[Your objective]: Across the entries that follow, tally every line holding the word "rotate" and reply with the count alone.

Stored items
..............................

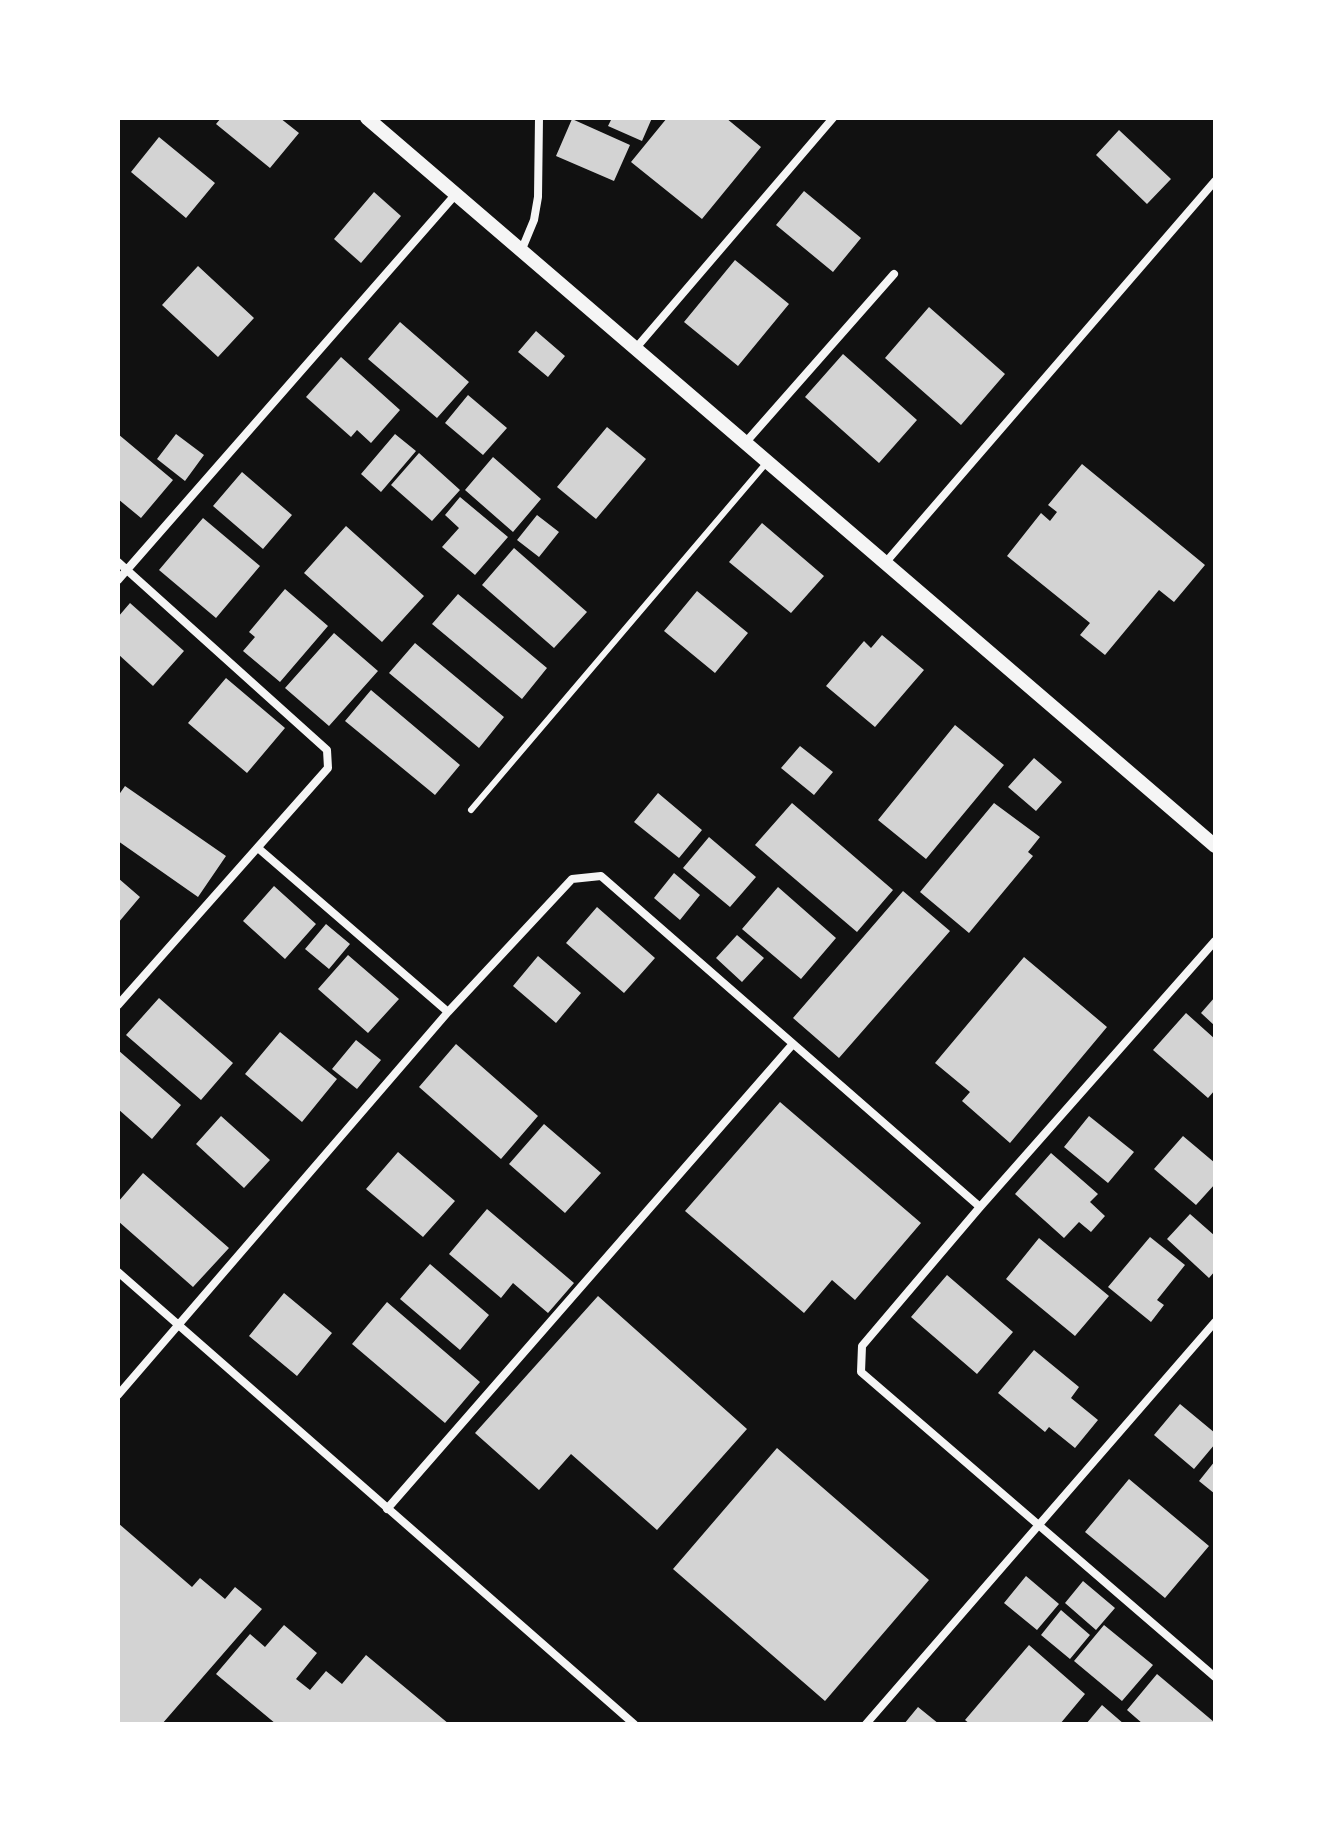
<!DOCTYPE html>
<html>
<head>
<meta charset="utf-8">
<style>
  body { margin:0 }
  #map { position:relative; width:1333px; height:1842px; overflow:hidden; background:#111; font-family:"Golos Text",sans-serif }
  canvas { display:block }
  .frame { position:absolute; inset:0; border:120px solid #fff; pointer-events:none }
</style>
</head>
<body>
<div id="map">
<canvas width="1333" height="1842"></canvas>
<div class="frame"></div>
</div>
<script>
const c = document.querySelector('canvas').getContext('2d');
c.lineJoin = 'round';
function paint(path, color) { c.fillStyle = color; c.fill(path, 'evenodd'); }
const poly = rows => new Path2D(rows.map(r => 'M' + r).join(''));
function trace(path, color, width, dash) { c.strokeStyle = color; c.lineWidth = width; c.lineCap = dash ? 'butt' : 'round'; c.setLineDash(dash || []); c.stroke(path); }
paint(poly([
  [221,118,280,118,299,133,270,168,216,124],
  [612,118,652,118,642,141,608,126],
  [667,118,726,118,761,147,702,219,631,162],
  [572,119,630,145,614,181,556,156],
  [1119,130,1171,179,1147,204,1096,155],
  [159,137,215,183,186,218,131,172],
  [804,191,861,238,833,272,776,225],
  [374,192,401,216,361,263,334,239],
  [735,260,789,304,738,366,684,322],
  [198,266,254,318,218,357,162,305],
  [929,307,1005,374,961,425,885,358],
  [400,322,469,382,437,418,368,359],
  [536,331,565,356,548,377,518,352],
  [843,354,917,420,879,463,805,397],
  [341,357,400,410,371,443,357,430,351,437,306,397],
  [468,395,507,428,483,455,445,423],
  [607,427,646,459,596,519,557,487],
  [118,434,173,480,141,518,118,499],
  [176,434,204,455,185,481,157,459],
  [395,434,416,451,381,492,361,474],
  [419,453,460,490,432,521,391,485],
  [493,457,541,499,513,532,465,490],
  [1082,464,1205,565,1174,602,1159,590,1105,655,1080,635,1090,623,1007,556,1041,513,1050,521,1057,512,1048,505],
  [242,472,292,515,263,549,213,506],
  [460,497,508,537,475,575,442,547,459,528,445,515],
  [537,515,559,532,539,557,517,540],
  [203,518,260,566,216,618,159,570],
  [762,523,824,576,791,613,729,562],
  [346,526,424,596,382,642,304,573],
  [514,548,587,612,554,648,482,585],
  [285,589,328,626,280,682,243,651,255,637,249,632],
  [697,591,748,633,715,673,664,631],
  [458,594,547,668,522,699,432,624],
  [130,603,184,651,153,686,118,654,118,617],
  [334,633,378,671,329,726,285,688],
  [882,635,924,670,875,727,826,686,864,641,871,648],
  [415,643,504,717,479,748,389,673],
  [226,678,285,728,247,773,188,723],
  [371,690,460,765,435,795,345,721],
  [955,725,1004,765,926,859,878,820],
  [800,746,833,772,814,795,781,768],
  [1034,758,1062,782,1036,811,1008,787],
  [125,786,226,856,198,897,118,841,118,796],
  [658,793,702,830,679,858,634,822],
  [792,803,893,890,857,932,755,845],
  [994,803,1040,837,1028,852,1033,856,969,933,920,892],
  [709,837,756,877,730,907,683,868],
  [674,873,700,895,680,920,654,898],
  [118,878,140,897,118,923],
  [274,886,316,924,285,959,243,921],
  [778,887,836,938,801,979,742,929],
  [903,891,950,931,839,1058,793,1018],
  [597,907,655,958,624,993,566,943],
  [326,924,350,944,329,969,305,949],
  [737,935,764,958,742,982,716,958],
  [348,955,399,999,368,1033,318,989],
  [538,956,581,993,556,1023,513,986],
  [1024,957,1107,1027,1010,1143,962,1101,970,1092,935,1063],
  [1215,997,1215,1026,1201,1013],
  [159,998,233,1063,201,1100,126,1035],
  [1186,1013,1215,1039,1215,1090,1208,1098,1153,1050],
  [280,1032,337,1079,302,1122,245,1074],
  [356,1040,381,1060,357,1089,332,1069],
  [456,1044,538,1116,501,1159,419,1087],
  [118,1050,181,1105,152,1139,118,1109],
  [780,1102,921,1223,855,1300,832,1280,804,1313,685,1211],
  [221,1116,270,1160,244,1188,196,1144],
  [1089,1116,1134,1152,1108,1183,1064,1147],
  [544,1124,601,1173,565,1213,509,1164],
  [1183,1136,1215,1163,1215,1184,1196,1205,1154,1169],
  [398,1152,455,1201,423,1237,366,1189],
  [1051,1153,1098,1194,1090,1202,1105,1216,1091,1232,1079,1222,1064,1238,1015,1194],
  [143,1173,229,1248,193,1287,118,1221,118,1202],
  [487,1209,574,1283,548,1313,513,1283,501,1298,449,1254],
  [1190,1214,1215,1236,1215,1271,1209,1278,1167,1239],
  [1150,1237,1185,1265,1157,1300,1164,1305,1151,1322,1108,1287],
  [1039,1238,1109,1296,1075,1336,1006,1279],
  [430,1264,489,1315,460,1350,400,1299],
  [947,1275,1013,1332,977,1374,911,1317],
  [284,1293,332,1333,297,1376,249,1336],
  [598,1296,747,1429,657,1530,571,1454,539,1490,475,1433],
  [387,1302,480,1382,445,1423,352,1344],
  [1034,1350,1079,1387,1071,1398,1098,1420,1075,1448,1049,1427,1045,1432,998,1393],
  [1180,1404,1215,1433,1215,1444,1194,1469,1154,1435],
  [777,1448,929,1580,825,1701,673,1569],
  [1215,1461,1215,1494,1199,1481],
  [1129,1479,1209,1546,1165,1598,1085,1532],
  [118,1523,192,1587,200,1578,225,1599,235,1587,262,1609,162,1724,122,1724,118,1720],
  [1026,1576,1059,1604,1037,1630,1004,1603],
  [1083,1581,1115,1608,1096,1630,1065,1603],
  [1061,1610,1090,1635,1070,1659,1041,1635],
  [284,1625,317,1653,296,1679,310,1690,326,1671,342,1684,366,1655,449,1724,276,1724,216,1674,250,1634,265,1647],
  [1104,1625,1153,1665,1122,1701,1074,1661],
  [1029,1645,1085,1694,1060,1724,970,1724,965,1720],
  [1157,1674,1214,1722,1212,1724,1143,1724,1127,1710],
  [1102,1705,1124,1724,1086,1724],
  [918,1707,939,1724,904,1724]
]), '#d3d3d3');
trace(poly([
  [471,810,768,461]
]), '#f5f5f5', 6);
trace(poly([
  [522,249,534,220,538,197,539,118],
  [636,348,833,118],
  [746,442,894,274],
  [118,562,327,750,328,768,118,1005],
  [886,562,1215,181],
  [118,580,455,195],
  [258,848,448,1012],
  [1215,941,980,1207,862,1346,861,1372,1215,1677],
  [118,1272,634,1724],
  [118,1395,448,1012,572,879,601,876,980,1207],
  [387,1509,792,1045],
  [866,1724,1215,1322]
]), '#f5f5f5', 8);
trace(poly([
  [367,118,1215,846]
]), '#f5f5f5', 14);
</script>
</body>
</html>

..............................

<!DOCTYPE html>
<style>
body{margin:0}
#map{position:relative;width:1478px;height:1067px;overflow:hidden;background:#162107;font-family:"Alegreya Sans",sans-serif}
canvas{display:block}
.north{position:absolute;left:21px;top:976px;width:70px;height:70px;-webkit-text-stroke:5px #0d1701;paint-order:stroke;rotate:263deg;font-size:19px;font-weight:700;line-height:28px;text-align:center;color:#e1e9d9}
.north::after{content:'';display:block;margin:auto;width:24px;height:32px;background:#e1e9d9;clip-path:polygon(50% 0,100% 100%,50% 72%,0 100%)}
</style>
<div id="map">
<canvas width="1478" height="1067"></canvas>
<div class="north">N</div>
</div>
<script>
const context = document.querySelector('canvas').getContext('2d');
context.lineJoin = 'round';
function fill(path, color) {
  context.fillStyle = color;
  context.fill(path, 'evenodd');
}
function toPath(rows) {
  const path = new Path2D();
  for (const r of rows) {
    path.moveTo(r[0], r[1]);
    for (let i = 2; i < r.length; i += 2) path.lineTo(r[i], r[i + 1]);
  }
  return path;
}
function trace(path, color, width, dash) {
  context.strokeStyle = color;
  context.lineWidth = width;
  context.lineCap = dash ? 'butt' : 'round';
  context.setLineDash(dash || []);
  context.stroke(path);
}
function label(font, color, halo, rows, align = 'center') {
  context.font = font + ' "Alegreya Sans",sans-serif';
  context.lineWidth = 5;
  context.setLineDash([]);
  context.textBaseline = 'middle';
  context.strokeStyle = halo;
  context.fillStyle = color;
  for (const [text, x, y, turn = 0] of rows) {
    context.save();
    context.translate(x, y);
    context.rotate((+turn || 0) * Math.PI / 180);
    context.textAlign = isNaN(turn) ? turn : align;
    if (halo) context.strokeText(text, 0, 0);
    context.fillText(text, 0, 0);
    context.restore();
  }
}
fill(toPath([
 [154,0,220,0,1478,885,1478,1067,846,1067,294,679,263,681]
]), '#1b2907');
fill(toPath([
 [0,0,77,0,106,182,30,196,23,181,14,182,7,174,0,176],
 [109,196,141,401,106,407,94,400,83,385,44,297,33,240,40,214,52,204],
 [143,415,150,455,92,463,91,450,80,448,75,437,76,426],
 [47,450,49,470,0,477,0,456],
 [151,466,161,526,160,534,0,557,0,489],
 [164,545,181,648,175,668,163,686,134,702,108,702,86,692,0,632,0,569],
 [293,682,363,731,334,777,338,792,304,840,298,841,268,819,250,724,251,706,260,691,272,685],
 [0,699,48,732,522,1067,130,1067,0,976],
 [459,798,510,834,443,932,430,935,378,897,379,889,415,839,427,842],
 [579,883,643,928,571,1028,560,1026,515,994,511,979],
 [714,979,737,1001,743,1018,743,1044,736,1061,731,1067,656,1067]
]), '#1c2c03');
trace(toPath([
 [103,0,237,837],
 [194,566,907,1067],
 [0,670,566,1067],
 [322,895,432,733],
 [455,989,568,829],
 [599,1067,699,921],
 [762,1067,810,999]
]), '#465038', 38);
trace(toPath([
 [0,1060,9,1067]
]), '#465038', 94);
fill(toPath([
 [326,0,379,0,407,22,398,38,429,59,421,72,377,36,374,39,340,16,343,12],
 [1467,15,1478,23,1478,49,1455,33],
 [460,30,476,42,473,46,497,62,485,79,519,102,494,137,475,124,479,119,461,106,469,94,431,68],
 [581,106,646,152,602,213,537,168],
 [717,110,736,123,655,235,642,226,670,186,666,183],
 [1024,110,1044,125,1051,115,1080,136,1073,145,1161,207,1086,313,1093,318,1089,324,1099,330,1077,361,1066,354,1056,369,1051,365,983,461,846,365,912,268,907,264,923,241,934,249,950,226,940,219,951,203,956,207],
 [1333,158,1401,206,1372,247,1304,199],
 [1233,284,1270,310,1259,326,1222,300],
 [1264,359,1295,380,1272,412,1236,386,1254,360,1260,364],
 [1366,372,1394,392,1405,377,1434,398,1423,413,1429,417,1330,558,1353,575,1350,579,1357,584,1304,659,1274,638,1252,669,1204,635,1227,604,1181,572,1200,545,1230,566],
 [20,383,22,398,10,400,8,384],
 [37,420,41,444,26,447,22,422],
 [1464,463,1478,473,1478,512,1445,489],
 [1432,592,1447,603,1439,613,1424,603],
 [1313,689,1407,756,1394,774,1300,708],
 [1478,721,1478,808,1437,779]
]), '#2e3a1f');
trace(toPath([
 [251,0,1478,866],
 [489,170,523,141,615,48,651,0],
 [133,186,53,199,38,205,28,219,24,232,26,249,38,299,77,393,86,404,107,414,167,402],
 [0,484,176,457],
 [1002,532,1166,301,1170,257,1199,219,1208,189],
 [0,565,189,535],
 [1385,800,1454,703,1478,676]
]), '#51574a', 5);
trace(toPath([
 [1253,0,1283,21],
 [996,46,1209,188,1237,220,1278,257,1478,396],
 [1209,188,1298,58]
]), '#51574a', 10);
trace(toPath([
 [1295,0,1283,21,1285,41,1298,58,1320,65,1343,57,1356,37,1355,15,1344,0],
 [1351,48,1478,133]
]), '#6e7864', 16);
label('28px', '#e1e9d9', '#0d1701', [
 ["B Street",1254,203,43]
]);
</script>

..............................

[Response area]: 2